Instructions for the task: Each line of the listing where "label" appears should be reported.

Records shown:

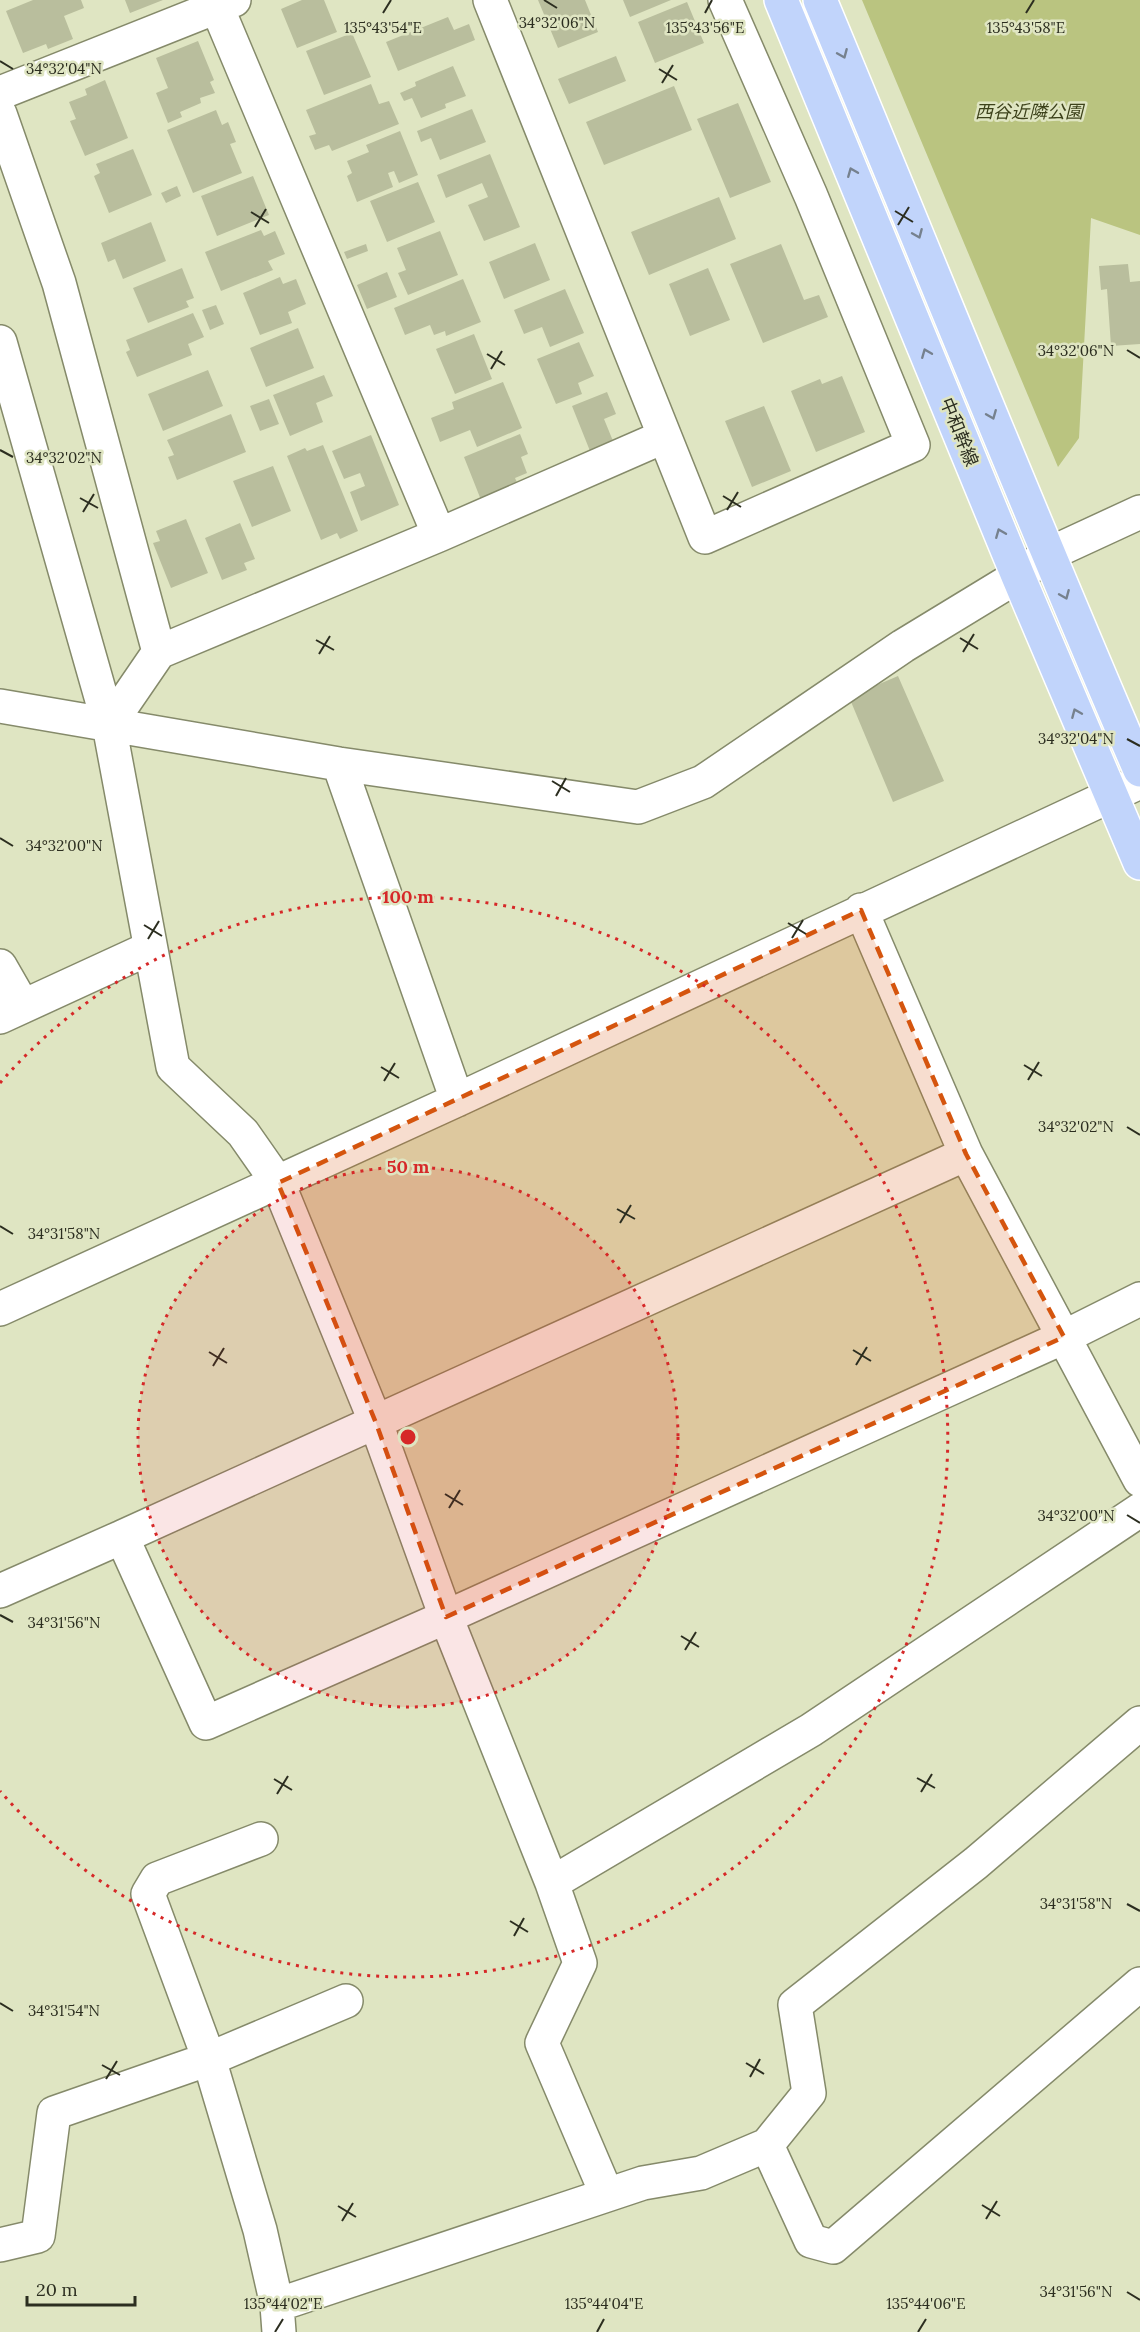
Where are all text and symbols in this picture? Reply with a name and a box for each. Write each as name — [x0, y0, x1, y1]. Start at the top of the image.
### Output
text: 34°32'06"N — [519, 13, 595, 32]
text: 135°43'54"E — [344, 18, 422, 37]
text: 135°43'56"E — [666, 18, 744, 37]
text: 135°43'58"E — [987, 18, 1065, 37]
one-way arrow — [836, 48, 848, 59]
text: 34°32'04"N — [26, 59, 102, 78]
park label: 西谷近隣公園 — [975, 100, 1086, 123]
one-way arrow — [847, 168, 859, 179]
one-way arrow — [911, 228, 923, 239]
text: 34°32'06"N — [1038, 341, 1114, 360]
one-way arrow — [921, 348, 933, 359]
street label: 中和幹線 — [935, 394, 984, 469]
one-way arrow — [984, 409, 997, 419]
text: 34°32'02"N — [26, 448, 102, 467]
one-way arrow — [995, 528, 1007, 539]
one-way arrow — [1058, 589, 1070, 600]
one-way arrow — [1071, 708, 1083, 719]
text: 34°32'04"N — [1038, 729, 1114, 748]
text: 34°32'00"N — [25, 836, 103, 855]
text: 100 m — [382, 885, 434, 908]
text: 34°32'02"N — [1038, 1117, 1114, 1136]
text: 50 m — [387, 1155, 430, 1178]
text: 34°31'58"N — [28, 1224, 100, 1243]
centre of rings — [398, 1427, 418, 1447]
text: 34°32'00"N — [1037, 1506, 1115, 1525]
text: 34°31'56"N — [28, 1613, 100, 1632]
text: 34°31'58"N — [1040, 1894, 1112, 1913]
text: 34°31'54"N — [28, 2001, 100, 2020]
scale bar — [27, 2269, 135, 2307]
text: 20 m — [36, 2278, 78, 2301]
text: 34°31'56"N — [1040, 2282, 1112, 2301]
text: 135°44'02"E — [244, 2294, 322, 2313]
text: 135°44'04"E — [565, 2294, 643, 2313]
text: 135°44'06"E — [886, 2294, 966, 2313]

Finished exercise:
park label: 西谷近隣公園 — [975, 100, 1086, 123]
street label: 中和幹線 — [935, 394, 984, 469]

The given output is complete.